Et si le navigateur disparaissait  ?

Par Tristan Nitot, Mozilla Principal Evangelist

(Adaptation d’un article en anglais publié sur le blog officiel Mozilla, Beyond the Code, sous le titre What if the browser disappeared ?. Sky, Slystone, goofy pour la traduction).

L’autre jour, je lisais un article provocateur intitulé The end of the browser ? (NDT  : «  La fin du navigateur  ?  »). Cet article soutient fondamentalement que tout le monde utilisant de plus en plus d’appareils nomades, les applications mobiles remplacent les navigateurs Web pour diverses raisons, la principale étant qu’elles sont plus pratiques que les pages Web affichées dans les navigateurs.

Bien qu’en désaccord avec l’auteur, je pense qu’il s’agit d’une question très intéressante qui soulève deux problèmes  :

  1. Et si le Web était remplacé par les applications mobiles  ? En quoi serait-il dommageable de perdre les navigateurs Web en tant que canal principal d’accès à l’information et aux services  ?
  2. Que pouvons-nous faire pour nous assurer que le navigateur Web ne devienne pas une relique du passé pendant que le monde devient mobile  ?

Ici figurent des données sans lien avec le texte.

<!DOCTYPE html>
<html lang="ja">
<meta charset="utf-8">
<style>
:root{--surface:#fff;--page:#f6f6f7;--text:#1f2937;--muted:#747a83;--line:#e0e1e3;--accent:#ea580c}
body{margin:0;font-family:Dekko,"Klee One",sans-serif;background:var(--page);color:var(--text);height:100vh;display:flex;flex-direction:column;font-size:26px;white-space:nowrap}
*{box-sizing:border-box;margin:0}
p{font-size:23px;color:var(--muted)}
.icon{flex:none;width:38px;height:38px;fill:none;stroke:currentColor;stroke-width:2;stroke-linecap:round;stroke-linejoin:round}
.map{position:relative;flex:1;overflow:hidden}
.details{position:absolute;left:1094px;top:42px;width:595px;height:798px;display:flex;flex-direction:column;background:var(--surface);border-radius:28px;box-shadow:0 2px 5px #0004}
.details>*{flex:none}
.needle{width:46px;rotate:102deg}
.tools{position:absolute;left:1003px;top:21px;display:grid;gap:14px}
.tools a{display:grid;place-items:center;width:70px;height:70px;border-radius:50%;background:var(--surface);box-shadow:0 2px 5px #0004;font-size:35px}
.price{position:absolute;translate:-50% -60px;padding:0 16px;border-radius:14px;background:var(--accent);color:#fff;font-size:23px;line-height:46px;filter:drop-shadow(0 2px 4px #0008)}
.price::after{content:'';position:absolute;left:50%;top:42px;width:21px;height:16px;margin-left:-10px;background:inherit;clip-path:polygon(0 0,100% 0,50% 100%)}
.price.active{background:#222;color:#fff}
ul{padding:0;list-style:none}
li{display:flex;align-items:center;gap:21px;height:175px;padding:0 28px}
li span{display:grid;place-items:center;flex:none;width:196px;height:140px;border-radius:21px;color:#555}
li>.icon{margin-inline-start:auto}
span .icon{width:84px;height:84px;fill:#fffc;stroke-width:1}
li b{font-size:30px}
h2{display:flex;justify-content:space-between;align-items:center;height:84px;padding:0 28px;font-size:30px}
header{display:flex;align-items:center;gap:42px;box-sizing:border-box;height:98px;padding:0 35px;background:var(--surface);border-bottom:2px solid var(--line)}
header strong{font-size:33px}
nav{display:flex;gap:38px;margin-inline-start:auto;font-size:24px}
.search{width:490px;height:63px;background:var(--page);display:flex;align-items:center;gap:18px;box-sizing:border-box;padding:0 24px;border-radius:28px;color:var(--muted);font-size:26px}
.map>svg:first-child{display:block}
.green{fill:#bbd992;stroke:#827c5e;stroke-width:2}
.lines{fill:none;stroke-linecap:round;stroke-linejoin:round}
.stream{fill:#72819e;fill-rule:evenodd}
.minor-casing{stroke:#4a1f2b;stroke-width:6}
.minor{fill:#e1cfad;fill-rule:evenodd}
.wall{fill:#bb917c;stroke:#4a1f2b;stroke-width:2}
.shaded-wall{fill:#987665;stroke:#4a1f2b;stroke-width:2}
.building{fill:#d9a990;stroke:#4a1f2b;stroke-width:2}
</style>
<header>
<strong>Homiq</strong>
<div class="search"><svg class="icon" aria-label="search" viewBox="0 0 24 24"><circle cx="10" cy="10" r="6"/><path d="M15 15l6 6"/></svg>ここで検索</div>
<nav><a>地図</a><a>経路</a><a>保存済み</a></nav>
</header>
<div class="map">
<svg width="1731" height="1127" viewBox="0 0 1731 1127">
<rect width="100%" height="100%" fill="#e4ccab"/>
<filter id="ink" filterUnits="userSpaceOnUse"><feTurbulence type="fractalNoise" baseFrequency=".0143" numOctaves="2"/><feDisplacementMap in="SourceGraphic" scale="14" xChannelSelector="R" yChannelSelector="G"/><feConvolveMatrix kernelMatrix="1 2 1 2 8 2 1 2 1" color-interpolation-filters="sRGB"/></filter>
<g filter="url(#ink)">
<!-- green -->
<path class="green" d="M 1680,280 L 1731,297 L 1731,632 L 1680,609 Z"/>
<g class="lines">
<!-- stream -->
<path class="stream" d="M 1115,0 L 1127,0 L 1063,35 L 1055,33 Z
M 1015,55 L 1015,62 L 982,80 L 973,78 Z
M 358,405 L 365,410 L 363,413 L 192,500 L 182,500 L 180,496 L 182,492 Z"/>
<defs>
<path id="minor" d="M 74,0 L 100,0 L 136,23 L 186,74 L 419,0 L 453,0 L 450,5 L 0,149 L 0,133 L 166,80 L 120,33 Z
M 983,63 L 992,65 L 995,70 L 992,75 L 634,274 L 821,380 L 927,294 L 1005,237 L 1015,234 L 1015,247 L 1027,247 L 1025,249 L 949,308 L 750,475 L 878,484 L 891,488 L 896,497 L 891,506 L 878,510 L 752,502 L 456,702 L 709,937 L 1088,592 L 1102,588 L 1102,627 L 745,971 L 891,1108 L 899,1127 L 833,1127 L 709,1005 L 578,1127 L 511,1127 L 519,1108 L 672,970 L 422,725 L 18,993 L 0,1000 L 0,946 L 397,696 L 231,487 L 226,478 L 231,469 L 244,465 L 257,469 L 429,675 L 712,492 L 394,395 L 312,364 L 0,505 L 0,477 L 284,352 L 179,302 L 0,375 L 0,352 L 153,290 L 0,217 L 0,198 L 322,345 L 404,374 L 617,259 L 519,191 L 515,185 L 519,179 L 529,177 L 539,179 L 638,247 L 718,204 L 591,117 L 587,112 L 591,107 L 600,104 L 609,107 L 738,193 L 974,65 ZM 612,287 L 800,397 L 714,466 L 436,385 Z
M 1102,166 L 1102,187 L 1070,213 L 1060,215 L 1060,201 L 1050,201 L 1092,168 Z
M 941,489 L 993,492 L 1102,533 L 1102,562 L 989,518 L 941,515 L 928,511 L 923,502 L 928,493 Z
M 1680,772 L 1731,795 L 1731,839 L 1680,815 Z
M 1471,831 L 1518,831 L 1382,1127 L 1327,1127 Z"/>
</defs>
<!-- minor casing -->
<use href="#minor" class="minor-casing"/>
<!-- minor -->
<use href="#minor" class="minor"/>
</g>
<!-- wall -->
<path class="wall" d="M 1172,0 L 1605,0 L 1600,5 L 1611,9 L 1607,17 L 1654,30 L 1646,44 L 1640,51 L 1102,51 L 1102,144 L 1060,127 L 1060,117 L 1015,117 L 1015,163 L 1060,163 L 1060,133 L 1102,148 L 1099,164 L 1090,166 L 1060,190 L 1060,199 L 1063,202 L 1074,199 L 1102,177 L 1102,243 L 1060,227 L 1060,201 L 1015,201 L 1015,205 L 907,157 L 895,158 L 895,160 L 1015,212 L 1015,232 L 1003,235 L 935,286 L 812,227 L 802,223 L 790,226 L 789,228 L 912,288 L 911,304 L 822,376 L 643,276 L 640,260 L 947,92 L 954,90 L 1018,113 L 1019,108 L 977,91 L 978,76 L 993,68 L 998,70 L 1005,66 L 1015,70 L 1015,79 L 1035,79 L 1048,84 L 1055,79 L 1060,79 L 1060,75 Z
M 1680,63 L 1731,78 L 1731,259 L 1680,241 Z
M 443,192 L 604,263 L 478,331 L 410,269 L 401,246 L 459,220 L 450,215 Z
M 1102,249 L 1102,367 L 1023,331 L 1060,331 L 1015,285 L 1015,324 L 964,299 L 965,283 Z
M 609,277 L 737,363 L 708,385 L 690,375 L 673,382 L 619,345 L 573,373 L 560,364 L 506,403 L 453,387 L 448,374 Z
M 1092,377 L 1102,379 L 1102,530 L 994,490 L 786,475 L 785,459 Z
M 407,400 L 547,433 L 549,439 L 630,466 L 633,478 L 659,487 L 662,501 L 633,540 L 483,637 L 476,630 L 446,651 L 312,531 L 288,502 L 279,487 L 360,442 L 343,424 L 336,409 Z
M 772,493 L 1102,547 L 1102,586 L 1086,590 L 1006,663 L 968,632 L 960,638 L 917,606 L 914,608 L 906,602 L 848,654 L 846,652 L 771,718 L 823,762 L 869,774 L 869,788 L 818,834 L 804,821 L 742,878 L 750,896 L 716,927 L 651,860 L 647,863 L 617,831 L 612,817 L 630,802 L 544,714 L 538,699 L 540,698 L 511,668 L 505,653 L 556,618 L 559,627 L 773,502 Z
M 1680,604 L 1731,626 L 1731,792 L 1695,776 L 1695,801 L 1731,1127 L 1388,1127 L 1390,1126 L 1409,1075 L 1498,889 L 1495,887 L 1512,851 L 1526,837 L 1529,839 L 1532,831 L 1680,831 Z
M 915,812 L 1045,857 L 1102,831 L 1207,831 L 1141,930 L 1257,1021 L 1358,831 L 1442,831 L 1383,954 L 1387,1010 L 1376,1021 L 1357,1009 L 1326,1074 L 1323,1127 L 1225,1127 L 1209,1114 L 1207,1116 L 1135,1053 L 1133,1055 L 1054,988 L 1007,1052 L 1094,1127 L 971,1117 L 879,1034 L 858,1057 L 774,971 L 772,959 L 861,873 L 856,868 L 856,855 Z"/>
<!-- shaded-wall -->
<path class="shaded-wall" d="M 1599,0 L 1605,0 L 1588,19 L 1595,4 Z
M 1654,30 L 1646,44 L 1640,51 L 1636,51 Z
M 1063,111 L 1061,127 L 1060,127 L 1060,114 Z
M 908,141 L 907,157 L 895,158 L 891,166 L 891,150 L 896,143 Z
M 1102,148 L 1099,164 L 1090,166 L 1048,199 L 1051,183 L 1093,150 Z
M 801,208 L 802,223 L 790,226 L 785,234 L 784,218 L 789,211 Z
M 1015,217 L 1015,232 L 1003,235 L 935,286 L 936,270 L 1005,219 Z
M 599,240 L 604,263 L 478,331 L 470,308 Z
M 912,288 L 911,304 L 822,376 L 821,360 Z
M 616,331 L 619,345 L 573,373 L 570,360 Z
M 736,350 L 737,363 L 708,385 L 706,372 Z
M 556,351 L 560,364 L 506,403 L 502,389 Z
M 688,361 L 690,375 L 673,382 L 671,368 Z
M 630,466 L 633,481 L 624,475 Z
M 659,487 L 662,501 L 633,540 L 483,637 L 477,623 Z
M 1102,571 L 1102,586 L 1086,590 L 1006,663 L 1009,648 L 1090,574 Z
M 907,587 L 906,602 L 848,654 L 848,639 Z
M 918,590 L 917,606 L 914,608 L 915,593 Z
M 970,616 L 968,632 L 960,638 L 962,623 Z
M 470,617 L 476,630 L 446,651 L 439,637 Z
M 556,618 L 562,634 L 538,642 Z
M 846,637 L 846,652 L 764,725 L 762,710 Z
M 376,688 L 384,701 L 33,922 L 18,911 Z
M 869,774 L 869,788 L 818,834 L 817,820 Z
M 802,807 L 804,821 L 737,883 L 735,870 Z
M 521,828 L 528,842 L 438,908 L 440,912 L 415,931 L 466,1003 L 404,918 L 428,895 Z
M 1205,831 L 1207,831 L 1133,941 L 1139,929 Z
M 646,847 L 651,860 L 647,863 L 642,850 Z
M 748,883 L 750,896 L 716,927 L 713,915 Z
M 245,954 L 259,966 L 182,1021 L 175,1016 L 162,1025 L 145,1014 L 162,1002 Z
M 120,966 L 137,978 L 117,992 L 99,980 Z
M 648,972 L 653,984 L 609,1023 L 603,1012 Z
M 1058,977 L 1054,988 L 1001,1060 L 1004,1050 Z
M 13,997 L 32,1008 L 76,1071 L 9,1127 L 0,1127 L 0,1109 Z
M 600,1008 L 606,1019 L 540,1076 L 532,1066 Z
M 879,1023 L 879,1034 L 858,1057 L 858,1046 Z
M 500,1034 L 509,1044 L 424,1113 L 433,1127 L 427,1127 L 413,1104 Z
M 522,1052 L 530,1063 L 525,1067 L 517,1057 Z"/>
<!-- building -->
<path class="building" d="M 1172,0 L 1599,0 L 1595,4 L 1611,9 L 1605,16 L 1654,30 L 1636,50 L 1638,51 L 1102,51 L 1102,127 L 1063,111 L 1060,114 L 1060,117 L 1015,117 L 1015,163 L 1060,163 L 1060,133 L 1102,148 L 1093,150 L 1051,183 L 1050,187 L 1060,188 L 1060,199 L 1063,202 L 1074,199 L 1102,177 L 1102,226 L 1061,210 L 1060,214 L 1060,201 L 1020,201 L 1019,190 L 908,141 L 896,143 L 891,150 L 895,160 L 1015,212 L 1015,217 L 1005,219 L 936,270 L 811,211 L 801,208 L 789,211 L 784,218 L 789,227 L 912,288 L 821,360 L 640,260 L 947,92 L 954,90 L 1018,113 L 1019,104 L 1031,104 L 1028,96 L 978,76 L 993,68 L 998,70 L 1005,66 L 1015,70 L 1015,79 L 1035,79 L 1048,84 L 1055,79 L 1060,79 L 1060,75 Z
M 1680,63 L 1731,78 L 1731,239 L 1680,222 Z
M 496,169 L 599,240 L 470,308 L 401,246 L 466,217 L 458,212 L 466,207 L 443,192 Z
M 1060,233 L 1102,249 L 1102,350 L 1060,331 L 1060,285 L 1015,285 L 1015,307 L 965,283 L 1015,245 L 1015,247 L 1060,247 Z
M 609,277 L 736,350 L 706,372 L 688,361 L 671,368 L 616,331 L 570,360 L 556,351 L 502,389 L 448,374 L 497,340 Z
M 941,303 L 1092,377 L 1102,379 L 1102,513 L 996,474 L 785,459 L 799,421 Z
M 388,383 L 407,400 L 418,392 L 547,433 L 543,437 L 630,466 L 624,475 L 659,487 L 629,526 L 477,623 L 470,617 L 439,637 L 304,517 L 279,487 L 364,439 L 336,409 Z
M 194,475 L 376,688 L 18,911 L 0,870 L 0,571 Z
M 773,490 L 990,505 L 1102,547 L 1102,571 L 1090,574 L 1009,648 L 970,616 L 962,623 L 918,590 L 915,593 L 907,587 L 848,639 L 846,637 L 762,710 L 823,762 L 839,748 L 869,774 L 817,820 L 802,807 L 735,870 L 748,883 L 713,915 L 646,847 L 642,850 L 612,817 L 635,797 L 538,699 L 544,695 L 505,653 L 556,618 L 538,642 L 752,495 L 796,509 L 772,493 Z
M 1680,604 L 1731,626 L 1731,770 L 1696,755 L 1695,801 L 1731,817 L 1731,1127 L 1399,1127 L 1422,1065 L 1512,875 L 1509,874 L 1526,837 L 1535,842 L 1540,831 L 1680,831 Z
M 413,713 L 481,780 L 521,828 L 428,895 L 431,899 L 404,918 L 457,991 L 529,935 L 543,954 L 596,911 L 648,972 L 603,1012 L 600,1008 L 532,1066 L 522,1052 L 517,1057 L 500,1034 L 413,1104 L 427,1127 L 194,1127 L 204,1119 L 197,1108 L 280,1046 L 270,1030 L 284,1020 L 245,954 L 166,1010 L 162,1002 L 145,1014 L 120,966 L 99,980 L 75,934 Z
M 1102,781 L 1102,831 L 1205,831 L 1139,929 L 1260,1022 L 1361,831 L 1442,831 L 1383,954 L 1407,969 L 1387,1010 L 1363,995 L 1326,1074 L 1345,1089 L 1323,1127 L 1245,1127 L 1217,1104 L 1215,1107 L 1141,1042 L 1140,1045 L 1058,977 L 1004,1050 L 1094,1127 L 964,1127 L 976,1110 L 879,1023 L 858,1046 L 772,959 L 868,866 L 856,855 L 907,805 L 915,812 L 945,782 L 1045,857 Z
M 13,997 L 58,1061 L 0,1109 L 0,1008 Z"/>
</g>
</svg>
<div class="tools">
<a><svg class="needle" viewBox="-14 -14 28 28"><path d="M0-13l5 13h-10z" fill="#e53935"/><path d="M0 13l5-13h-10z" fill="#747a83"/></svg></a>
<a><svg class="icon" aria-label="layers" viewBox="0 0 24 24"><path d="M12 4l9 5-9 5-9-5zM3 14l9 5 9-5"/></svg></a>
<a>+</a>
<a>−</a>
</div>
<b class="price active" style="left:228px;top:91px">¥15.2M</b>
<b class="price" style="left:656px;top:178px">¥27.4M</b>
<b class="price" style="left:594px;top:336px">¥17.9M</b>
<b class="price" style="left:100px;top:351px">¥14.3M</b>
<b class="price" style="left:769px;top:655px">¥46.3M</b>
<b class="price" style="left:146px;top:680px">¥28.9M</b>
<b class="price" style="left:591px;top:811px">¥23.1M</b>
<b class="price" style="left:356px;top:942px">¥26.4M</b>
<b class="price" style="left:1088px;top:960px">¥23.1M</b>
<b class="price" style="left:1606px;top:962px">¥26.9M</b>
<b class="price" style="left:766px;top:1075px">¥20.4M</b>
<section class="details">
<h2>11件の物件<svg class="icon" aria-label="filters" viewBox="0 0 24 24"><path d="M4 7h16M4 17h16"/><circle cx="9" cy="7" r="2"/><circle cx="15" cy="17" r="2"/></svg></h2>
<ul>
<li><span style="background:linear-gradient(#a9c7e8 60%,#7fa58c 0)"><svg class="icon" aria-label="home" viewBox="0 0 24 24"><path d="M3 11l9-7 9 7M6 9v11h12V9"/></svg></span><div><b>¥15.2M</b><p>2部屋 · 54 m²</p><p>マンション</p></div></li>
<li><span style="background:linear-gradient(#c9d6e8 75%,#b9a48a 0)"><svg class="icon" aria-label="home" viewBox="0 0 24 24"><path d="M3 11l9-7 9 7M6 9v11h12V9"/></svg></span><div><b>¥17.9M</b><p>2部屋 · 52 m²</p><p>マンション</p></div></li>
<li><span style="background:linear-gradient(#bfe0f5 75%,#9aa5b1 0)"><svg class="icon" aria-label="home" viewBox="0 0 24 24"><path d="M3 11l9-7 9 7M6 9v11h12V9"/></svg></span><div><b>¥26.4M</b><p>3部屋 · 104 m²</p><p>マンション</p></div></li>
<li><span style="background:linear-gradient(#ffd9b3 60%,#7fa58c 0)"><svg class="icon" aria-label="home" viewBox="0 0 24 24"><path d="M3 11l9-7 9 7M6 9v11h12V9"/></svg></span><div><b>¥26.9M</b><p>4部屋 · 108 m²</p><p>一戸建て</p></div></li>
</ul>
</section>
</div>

Et si le Web était remplacé par les applications mobiles  ?

— Je pense que le monde y perdrait énormément. Il y perdrait tellement que je ne sais même pas par où commencer…

Liberté d’expression

Le Web n’est pas seulement fait de contenu commercial. Avoir la possibilité de s’exprimer est fondamental. Le Web permet cela, et avoir une structure décentralisée sur laquelle publier des trucs est nécessaire. Les magasins d’applications centralisés, comme les Appstores, ont montré une certaine tendance à censurer agressivement les contenus pour éviter les litiges, qu’il s’agisse d’art, de politique, de liberté de la presse ou simplement de mauvais goût.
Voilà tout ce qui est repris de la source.